Michel Dieuzaide, comment se présente l’ouvrage ?
Ce n’est pas un livre ordinaire avec photos sur papier glacé, mais un objet particulier, avec des pages à la japonaise et un côté souple, façon carnet de croquis. Sa forme a effrayé tous les éditeurs, sauf Danielle Thomas (éditions MonHelios à Pau), qui a foncé pour ce projet. J’ai voulu rendre hommage à ce paysage, que j’avais face à moi quand je venais passer des vacances dans les Hautes-Pyrénées, chez mes grands-parents. J’ai fait ma carrière en pensant que dès que j’en aurais la possibilité, j’achèterais une maison dans le piémont pyrénéen. J’ai acheté ma maison à Castelvielh en 1988 et je n’en changerais pour rien au monde, malgré mes déplacements. Le paysage n’est jamais le même, selon les saisons et le ciel, les effets de lumière sur le relief.
Regardez-vous de la même manière quand vous travaillez un film ?
La photo et le film sont deux choses très différentes, ce qui n’a rien à voir avec la différence entre image fixe ou animée. Faire un film, c’est construire une portion de temps, alors que la photo, c’est un moment voulu. C’est le temps qui fait leur différence et dans ce sens, faire un livre se rapproche un peu du cinéma, avec une émotion à faire passer entre deux pages.

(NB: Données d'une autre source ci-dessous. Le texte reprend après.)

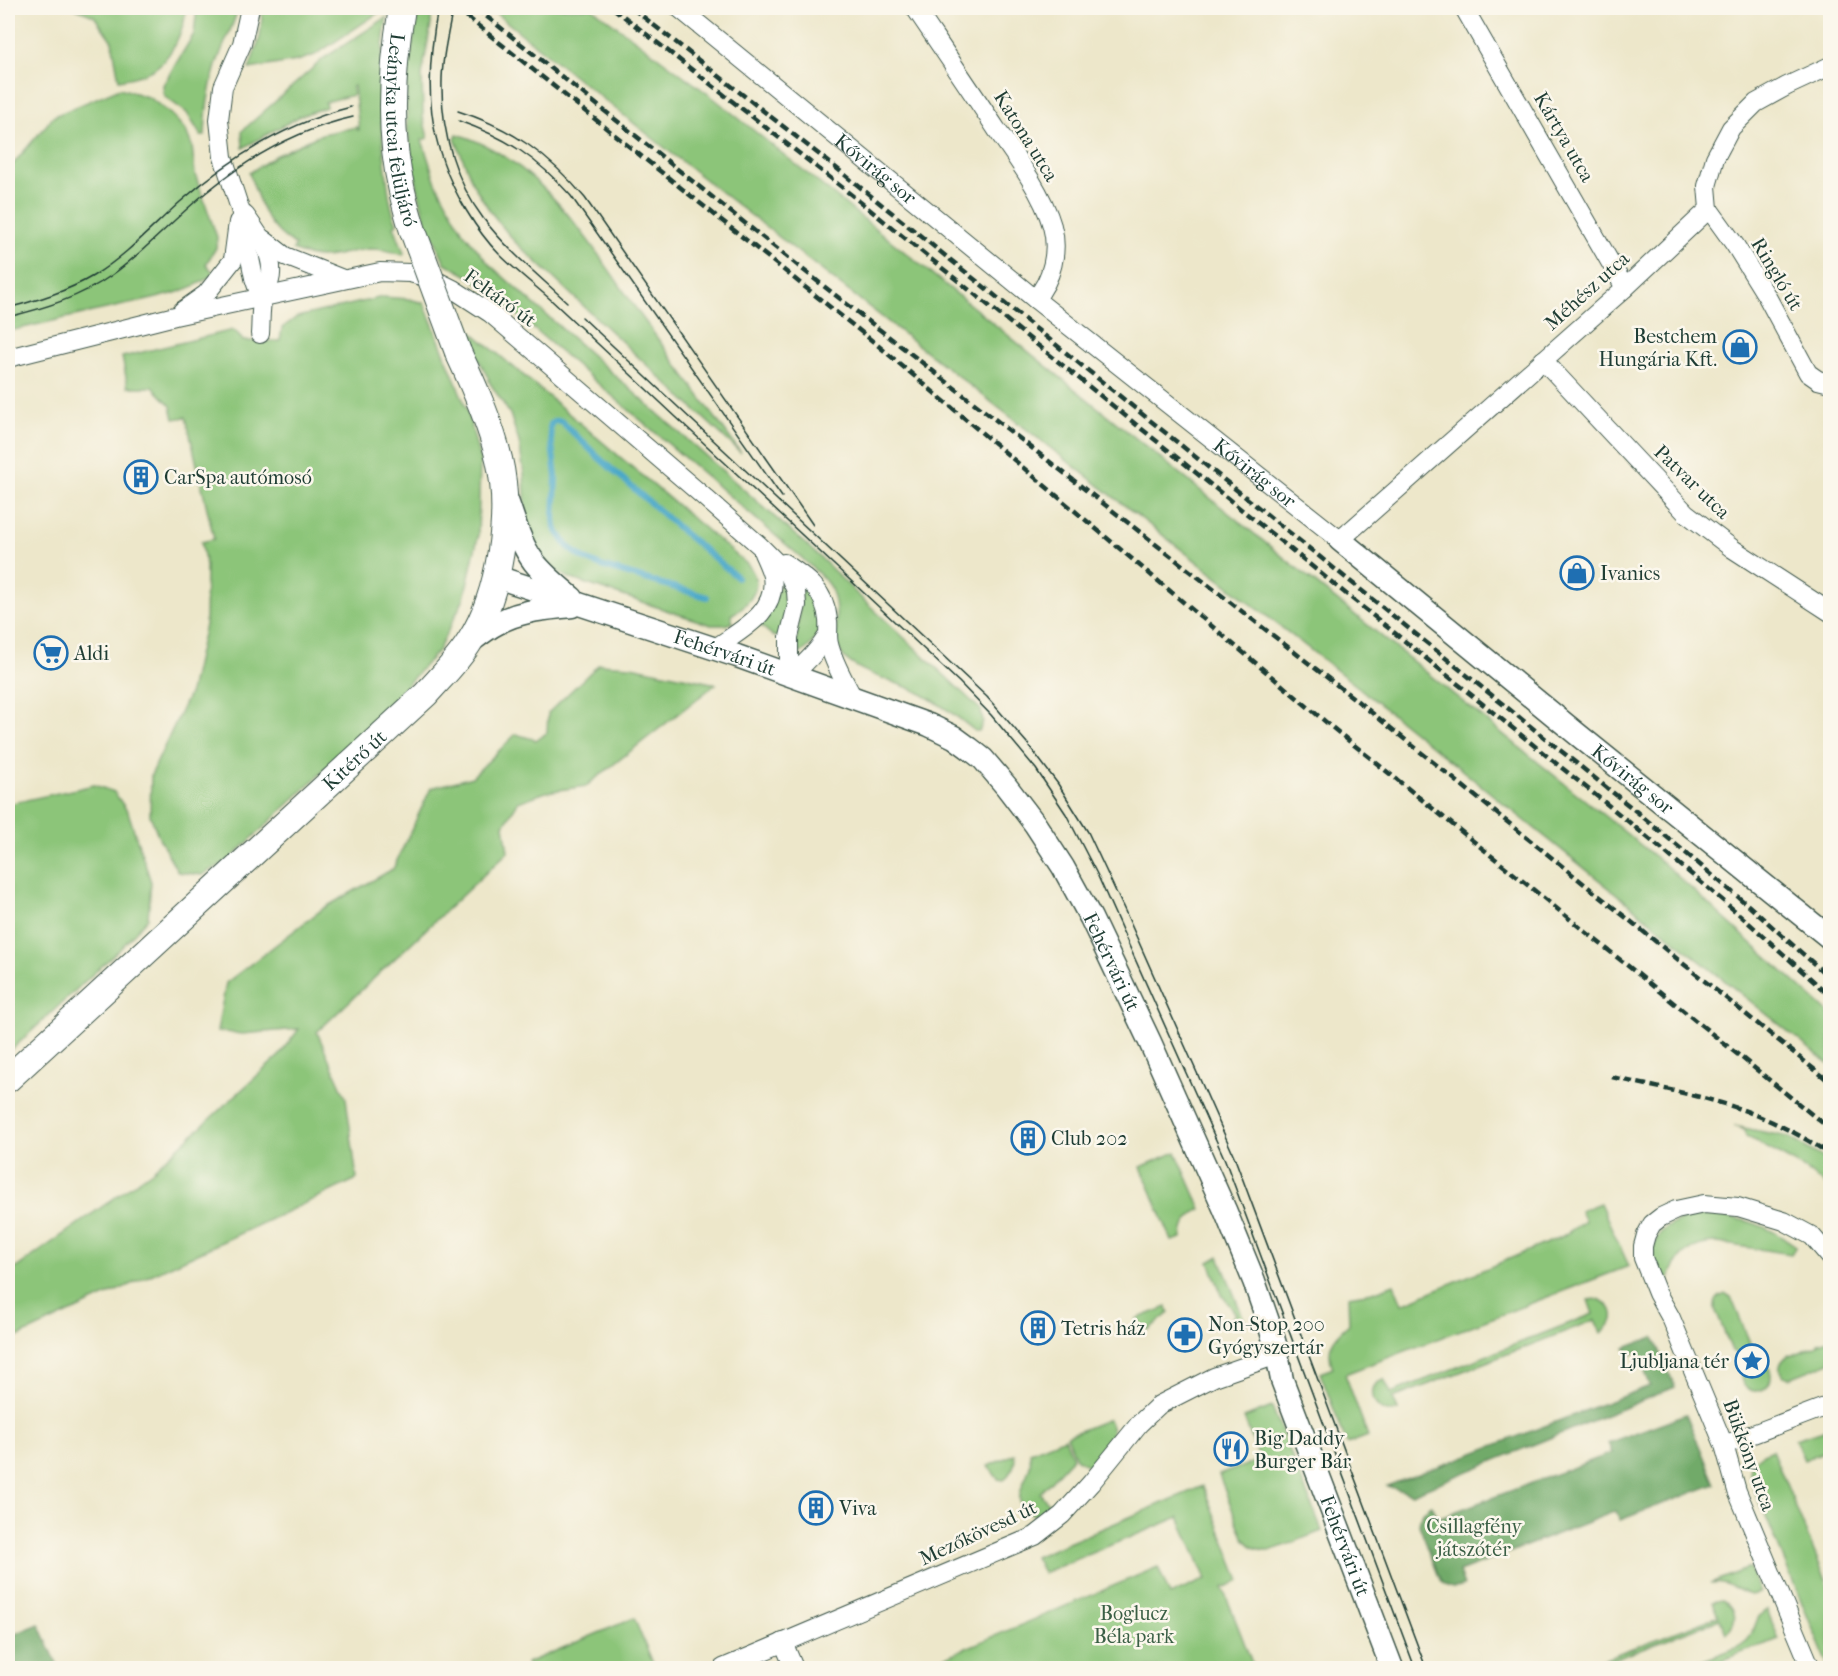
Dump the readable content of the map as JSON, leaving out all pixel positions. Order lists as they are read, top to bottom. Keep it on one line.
{"streets":{"main road":["Leányka utcai felüljáró","Kitérő út"],"street":["Katona utca","Kártya utca","Kővirág sor","Ringló út","Méhész utca","Feltáró út","Patvar utca","Fehérvári út","Bükköny utca","Mezőkövesd út"]},"crossings":[["Leányka utcai felüljáró","Kitérő út"],["Katona utca","Kővirág sor"],["Kártya utca","Méhész utca"],["Kővirág sor","Méhész utca"],["Ringló út","Méhész utca"],["Méhész utca","Patvar utca"],["Feltáró út","Fehérvári út"],["Fehérvári út","Kitérő út"],["Fehérvári út","Mezőkövesd út"]],"parks":["Csillagfény játszótér","Boglucz Béla park"],"places":{"shop":["Bestchem Hungária Kft.","Ivanics"],"building":["CarSpa autómosó","Club 202","Tetris ház","Viva"],"supermarket":["Aldi"],"pharmacy":["Non-Stop 200 Gyógyszertár"],"place":["Ljubljana tér"],"restaurant":["Big Daddy Burger Bár"]}}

Vous avez débuté votre carrière en réalisant, à la demande du Centre Beaubourg, des portraits filmés d’artistes peintres.…
C’est exact, j’ai filmé Pierre Soulages, Olivier Debray ou Pierre Tal-Coat, entre autres, grâce auxquels j’ai acquis ma renommée. Mon but était de comprendre pourquoi l’artiste était-il peintre… plutôt que banquier ou médecin, par exemple. Je mettais mes films au service du peintre et de son oeuvre. Ensuite, je me suis pris de passion pour l’Espagne, certainement influencé par mon enfance toulousaine (30000 réfugiés espagnols se sont installés à Toulouse…). J’ai entretenu une grande amitié avec Carlos Pradal, jusqu’à la fin de sa vie; c’est lui qui m’a ouvert les portes de l’Espagne.

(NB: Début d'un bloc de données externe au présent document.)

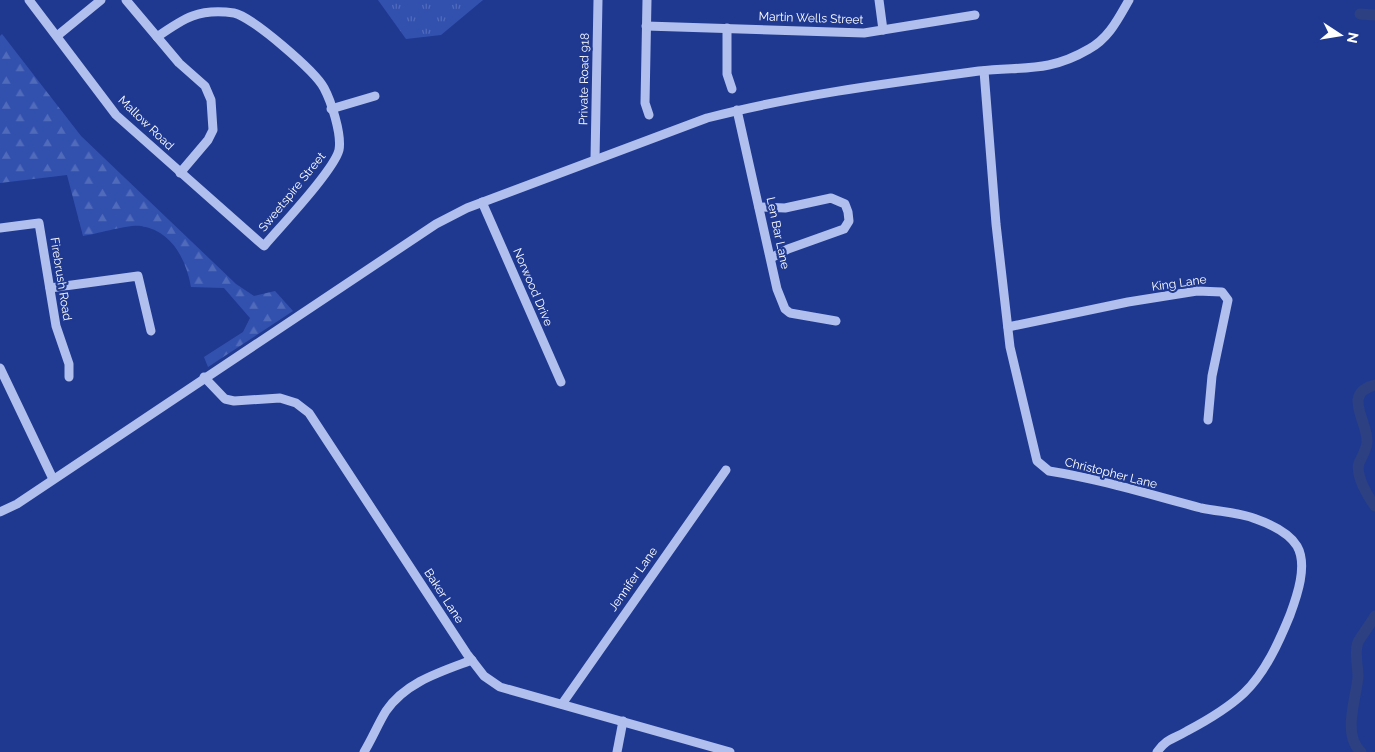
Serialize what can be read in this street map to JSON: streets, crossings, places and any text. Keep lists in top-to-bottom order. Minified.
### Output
{"streets":{"street":["Martin Wells Street","Private Road 918","Mallow Road","Sweetspire Street","Len Bar Lane","Firebrush Road","King Lane","Norwood Drive","Christopher Lane","Jennifer Lane","Baker Lane"]},"crossings":[["Mallow Road","Sweetspire Street"],["King Lane","Christopher Lane"],["Jennifer Lane","Baker Lane"]],"north":"right"}
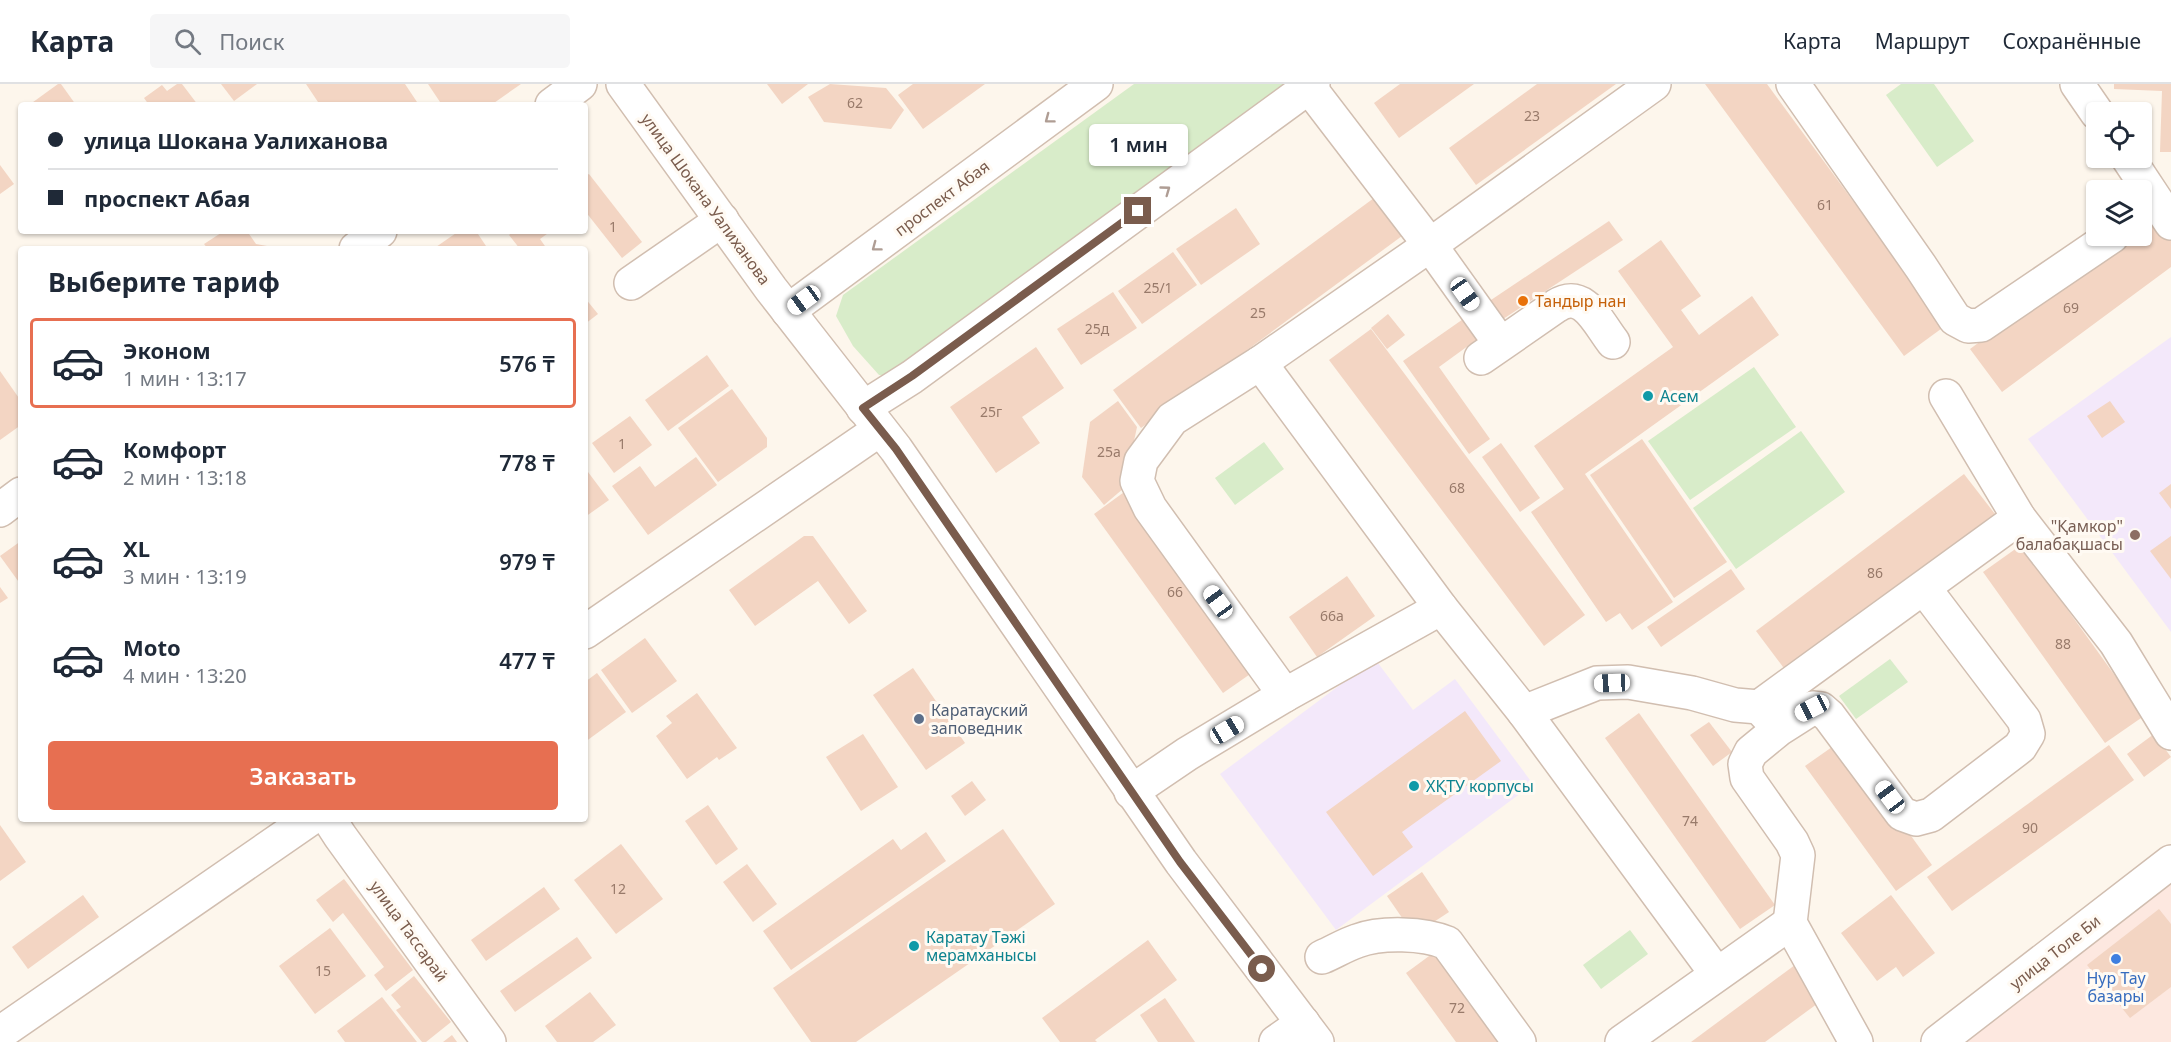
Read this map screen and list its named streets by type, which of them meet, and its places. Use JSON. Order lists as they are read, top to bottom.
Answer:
{
  "streets": {
    "street": [
      "проспект Абая",
      "улица Шокана Уалиханова",
      "улица Тассарай",
      "улица Толе Би"
    ]
  },
  "crossings": [
    ["проспект Абая", "улица Шокана Уалиханова"]
  ],
  "places": [
    "Тандыр нан",
    "Асем",
    "\"Қамкор\" балабақшасы",
    "Каратауский заповедник",
    "ХҚТУ корпусы",
    "Каратау Тәжі мерамханысы",
    "Нур Тау базары"
  ],
  "house_numbers": [
    "62",
    "23",
    "61",
    "1",
    "25/1",
    "69",
    "25",
    "25д",
    "25г",
    "1",
    "25а",
    "68",
    "86",
    "66",
    "66а",
    "88",
    "74",
    "90",
    "12",
    "15",
    "72"
  ],
  "page": {
    "header": "Карта",
    "search": "Поиск",
    "nav": ["Карта", "Маршрут", "Сохранённые"],
    "banner": ["улица Шокана Уалиханова", "проспект Абая"],
    "bubble": "1 мин",
    "heading": "Выберите тариф",
    "list": [
      {
        "name": "Эконом",
        "note": "1 мин · 13:17",
        "value": "576 ₸"
      },
      {
        "name": "Комфорт",
        "note": "2 мин · 13:18",
        "value": "778 ₸"
      },
      {
        "name": "XL",
        "note": "3 мин · 13:19",
        "value": "979 ₸"
      },
      {
        "name": "Moto",
        "note": "4 мин · 13:20",
        "value": "477 ₸"
      }
    ],
    "buttons": "Заказать"
  }
}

Vous avez voyagé et photographie l’Afrique, l’Asie. Avez-vous un souvenir particulier ?
Non, si ce n’est celui du plaisir renouvelé à figer le temps, à faire une belle image… Je n’ai jamais aimé forcer les choses et je prends ce qui m’est donné. Le jour où je regarde mal, il ne se passe rien. Avec « ... de la maison« , j’ai travaillé avec la même éthique, en restant attentif à ce qui me « commandait » de faire chaque photo. Je n’ai fait que regarder… et appuyer.

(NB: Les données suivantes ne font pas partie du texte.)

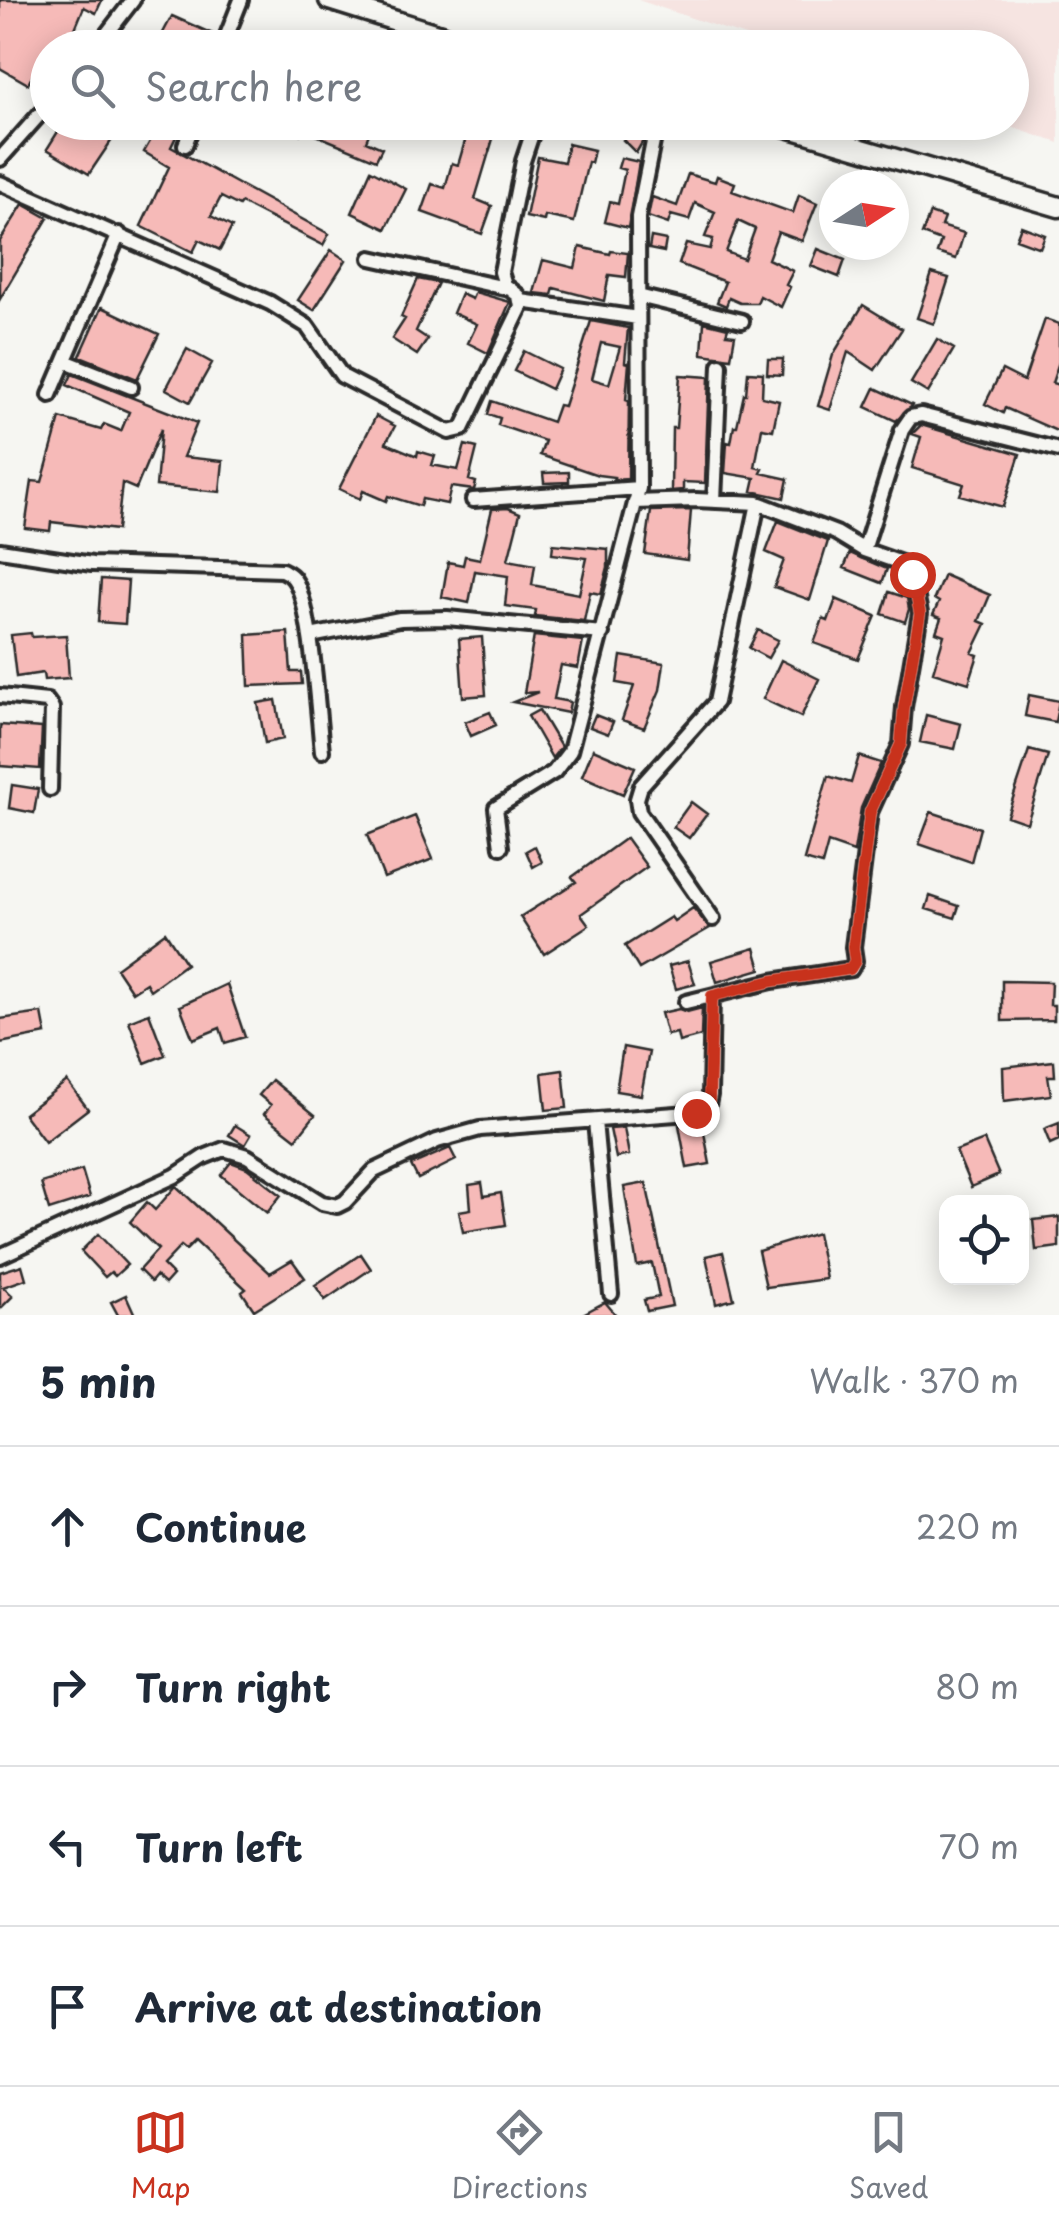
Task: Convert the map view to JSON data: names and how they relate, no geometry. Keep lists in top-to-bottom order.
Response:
{
  "north": "right",
  "page": {
    "search": "Search here",
    "heading": ["5 min", "Walk · 370 m"],
    "list": [
      ["Continue", "220 m"],
      ["Turn right", "80 m"],
      ["Turn left", "70 m"],
      "Arrive at destination"
    ],
    "nav": ["Map", "Directions", "Saved"]
  }
}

… de la maison (des images sur la chaîne des Pyrénées, à toutes les saisons, dans toutes les lumières).
Editions MonHelios
La bio de Michel Dieuzaide
Fils du célèbre photographe Jean Dieuzaide et né à Tarbes, Michel Dieuzaide entama sa carrière derrière l’objectif comme préposé aux mariages et quitta le domicile familial à seulement 18 ans. En 1977, le Centre Beaubourg l’engagea pour de toutes autres missions: réaliser des portraits filmés d’artistes peintres et musiciens. L’expérience, d’abord fortuite, devint vite récurrente et Dieuzaide imposa son nom dans le monde du documentaire. Sa passion pour l’Espagne et particulièrement pour le flamenco conduit son appareil photo à reprendre du service. Plusieurs ouvrages, dont son Compas flamenco, retracent ses oeuvres. De 1996 à 2000, Michel Dieuzaide reprit la direction du Château d’eau, galerie photographique toulousaine, qui accueillit en 2009 Quand la lumière tient la plume, rétrospective consacrée à 30 ans de travail.